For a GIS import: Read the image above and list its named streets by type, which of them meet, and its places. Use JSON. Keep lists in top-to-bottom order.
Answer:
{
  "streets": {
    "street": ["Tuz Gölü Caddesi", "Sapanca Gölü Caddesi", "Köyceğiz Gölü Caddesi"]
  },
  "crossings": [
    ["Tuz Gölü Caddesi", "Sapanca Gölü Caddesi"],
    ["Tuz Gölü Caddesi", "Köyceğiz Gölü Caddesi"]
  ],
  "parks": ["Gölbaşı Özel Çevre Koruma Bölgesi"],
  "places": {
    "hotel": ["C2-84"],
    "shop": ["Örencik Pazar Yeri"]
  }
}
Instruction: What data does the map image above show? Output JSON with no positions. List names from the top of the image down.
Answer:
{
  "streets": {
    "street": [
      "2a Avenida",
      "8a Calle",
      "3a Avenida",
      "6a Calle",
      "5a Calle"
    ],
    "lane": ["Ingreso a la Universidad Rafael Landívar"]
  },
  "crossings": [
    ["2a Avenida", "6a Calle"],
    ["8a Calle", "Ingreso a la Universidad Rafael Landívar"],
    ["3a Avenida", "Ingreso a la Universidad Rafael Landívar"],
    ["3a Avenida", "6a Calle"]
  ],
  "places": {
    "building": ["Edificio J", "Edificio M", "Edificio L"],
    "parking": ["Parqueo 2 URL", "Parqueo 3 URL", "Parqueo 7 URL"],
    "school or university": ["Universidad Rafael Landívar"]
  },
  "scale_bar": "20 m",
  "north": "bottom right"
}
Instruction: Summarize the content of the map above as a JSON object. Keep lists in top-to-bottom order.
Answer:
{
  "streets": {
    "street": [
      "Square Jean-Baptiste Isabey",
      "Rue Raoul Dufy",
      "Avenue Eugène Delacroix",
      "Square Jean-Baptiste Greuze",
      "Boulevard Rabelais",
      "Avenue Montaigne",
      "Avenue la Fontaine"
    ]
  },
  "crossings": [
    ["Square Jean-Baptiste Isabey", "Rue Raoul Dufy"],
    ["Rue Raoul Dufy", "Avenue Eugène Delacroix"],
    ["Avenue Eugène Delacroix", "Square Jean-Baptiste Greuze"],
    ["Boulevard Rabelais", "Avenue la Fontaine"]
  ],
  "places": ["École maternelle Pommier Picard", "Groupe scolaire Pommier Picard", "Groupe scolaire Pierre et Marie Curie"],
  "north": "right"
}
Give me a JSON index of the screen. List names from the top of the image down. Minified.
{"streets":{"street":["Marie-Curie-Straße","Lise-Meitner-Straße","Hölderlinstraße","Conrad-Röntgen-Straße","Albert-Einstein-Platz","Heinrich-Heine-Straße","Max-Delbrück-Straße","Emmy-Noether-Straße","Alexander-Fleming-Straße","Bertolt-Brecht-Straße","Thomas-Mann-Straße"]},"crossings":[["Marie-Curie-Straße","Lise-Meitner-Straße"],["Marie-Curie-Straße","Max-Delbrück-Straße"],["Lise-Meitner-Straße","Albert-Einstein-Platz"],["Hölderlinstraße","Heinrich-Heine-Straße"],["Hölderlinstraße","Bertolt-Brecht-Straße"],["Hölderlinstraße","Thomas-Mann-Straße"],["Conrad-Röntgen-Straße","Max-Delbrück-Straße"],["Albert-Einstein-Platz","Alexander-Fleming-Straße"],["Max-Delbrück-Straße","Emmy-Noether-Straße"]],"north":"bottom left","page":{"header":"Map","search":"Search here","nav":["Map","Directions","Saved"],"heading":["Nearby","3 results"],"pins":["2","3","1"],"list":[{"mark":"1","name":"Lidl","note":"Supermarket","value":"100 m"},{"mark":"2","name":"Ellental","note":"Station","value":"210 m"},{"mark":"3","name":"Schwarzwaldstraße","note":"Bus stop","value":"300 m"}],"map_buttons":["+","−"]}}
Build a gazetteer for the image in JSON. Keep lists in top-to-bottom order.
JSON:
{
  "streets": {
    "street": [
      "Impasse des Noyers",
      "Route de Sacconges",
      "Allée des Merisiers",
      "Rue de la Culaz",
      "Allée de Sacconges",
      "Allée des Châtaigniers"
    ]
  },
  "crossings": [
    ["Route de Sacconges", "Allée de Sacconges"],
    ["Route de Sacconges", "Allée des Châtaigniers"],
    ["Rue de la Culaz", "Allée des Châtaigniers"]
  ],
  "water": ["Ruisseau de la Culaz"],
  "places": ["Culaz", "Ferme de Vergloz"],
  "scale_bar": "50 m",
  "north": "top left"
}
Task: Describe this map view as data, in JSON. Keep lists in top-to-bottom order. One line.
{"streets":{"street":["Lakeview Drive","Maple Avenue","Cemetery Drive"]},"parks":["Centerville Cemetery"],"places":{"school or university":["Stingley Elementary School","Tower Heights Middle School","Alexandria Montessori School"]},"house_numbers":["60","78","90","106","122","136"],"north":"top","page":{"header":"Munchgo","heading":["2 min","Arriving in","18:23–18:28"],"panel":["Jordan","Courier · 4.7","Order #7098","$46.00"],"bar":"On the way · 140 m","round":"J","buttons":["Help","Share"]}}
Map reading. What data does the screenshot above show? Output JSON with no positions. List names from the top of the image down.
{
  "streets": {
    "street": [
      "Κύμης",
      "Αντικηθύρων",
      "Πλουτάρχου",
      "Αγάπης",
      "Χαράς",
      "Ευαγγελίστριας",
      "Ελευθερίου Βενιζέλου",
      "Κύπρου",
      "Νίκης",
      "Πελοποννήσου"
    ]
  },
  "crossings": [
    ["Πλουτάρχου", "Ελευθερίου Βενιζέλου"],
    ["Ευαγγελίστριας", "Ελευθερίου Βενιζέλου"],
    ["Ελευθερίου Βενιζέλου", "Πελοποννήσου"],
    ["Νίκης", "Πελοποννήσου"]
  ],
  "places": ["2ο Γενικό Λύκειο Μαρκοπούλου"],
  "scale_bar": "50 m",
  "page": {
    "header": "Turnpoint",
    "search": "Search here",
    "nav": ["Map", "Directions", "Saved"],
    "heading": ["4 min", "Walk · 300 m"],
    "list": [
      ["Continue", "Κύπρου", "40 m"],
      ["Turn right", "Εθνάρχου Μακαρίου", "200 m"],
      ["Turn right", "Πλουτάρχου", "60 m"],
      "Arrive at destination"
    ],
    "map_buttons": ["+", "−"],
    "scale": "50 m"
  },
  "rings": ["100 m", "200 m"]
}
####################
PROMPT:
The records above are to be copied in full, exactly as written.

REPLY:
For a GIS import: Read the image above and list its named streets by type, which of them meet, and its places. Use JSON. Keep lists in top-to-bottom order.
Answer:
{
  "streets": {
    "street": ["Tuz Gölü Caddesi", "Sapanca Gölü Caddesi", "Köyceğiz Gölü Caddesi"]
  },
  "crossings": [
    ["Tuz Gölü Caddesi", "Sapanca Gölü Caddesi"],
    ["Tuz Gölü Caddesi", "Köyceğiz Gölü Caddesi"]
  ],
  "parks": ["Gölbaşı Özel Çevre Koruma Bölgesi"],
  "places": {
    "hotel": ["C2-84"],
    "shop": ["Örencik Pazar Yeri"]
  }
}
Instruction: What data does the map image above show? Output JSON with no positions. List names from the top of the image down.
Answer:
{
  "streets": {
    "street": [
      "2a Avenida",
      "8a Calle",
      "3a Avenida",
      "6a Calle",
      "5a Calle"
    ],
    "lane": ["Ingreso a la Universidad Rafael Landívar"]
  },
  "crossings": [
    ["2a Avenida", "6a Calle"],
    ["8a Calle", "Ingreso a la Universidad Rafael Landívar"],
    ["3a Avenida", "Ingreso a la Universidad Rafael Landívar"],
    ["3a Avenida", "6a Calle"]
  ],
  "places": {
    "building": ["Edificio J", "Edificio M", "Edificio L"],
    "parking": ["Parqueo 2 URL", "Parqueo 3 URL", "Parqueo 7 URL"],
    "school or university": ["Universidad Rafael Landívar"]
  },
  "scale_bar": "20 m",
  "north": "bottom right"
}
Instruction: Summarize the content of the map above as a JSON object. Keep lists in top-to-bottom order.
Answer:
{
  "streets": {
    "street": [
      "Square Jean-Baptiste Isabey",
      "Rue Raoul Dufy",
      "Avenue Eugène Delacroix",
      "Square Jean-Baptiste Greuze",
      "Boulevard Rabelais",
      "Avenue Montaigne",
      "Avenue la Fontaine"
    ]
  },
  "crossings": [
    ["Square Jean-Baptiste Isabey", "Rue Raoul Dufy"],
    ["Rue Raoul Dufy", "Avenue Eugène Delacroix"],
    ["Avenue Eugène Delacroix", "Square Jean-Baptiste Greuze"],
    ["Boulevard Rabelais", "Avenue la Fontaine"]
  ],
  "places": ["École maternelle Pommier Picard", "Groupe scolaire Pommier Picard", "Groupe scolaire Pierre et Marie Curie"],
  "north": "right"
}
Give me a JSON index of the screen. List names from the top of the image down. Minified.
{"streets":{"street":["Marie-Curie-Straße","Lise-Meitner-Straße","Hölderlinstraße","Conrad-Röntgen-Straße","Albert-Einstein-Platz","Heinrich-Heine-Straße","Max-Delbrück-Straße","Emmy-Noether-Straße","Alexander-Fleming-Straße","Bertolt-Brecht-Straße","Thomas-Mann-Straße"]},"crossings":[["Marie-Curie-Straße","Lise-Meitner-Straße"],["Marie-Curie-Straße","Max-Delbrück-Straße"],["Lise-Meitner-Straße","Albert-Einstein-Platz"],["Hölderlinstraße","Heinrich-Heine-Straße"],["Hölderlinstraße","Bertolt-Brecht-Straße"],["Hölderlinstraße","Thomas-Mann-Straße"],["Conrad-Röntgen-Straße","Max-Delbrück-Straße"],["Albert-Einstein-Platz","Alexander-Fleming-Straße"],["Max-Delbrück-Straße","Emmy-Noether-Straße"]],"north":"bottom left","page":{"header":"Map","search":"Search here","nav":["Map","Directions","Saved"],"heading":["Nearby","3 results"],"pins":["2","3","1"],"list":[{"mark":"1","name":"Lidl","note":"Supermarket","value":"100 m"},{"mark":"2","name":"Ellental","note":"Station","value":"210 m"},{"mark":"3","name":"Schwarzwaldstraße","note":"Bus stop","value":"300 m"}],"map_buttons":["+","−"]}}
Build a gazetteer for the image in JSON. Keep lists in top-to-bottom order.
JSON:
{
  "streets": {
    "street": [
      "Impasse des Noyers",
      "Route de Sacconges",
      "Allée des Merisiers",
      "Rue de la Culaz",
      "Allée de Sacconges",
      "Allée des Châtaigniers"
    ]
  },
  "crossings": [
    ["Route de Sacconges", "Allée de Sacconges"],
    ["Route de Sacconges", "Allée des Châtaigniers"],
    ["Rue de la Culaz", "Allée des Châtaigniers"]
  ],
  "water": ["Ruisseau de la Culaz"],
  "places": ["Culaz", "Ferme de Vergloz"],
  "scale_bar": "50 m",
  "north": "top left"
}
Task: Describe this map view as data, in JSON. Keep lists in top-to-bottom order. One line.
{"streets":{"street":["Lakeview Drive","Maple Avenue","Cemetery Drive"]},"parks":["Centerville Cemetery"],"places":{"school or university":["Stingley Elementary School","Tower Heights Middle School","Alexandria Montessori School"]},"house_numbers":["60","78","90","106","122","136"],"north":"top","page":{"header":"Munchgo","heading":["2 min","Arriving in","18:23–18:28"],"panel":["Jordan","Courier · 4.7","Order #7098","$46.00"],"bar":"On the way · 140 m","round":"J","buttons":["Help","Share"]}}
Map reading. What data does the screenshot above show? Output JSON with no positions. List names from the top of the image down.
{
  "streets": {
    "street": [
      "Κύμης",
      "Αντικηθύρων",
      "Πλουτάρχου",
      "Αγάπης",
      "Χαράς",
      "Ευαγγελίστριας",
      "Ελευθερίου Βενιζέλου",
      "Κύπρου",
      "Νίκης",
      "Πελοποννήσου"
    ]
  },
  "crossings": [
    ["Πλουτάρχου", "Ελευθερίου Βενιζέλου"],
    ["Ευαγγελίστριας", "Ελευθερίου Βενιζέλου"],
    ["Ελευθερίου Βενιζέλου", "Πελοποννήσου"],
    ["Νίκης", "Πελοποννήσου"]
  ],
  "places": ["2ο Γενικό Λύκειο Μαρκοπούλου"],
  "scale_bar": "50 m",
  "page": {
    "header": "Turnpoint",
    "search": "Search here",
    "nav": ["Map", "Directions", "Saved"],
    "heading": ["4 min", "Walk · 300 m"],
    "list": [
      ["Continue", "Κύπρου", "40 m"],
      ["Turn right", "Εθνάρχου Μακαρίου", "200 m"],
      ["Turn right", "Πλουτάρχου", "60 m"],
      "Arrive at destination"
    ],
    "map_buttons": ["+", "−"],
    "scale": "50 m"
  },
  "rings": ["100 m", "200 m"]
}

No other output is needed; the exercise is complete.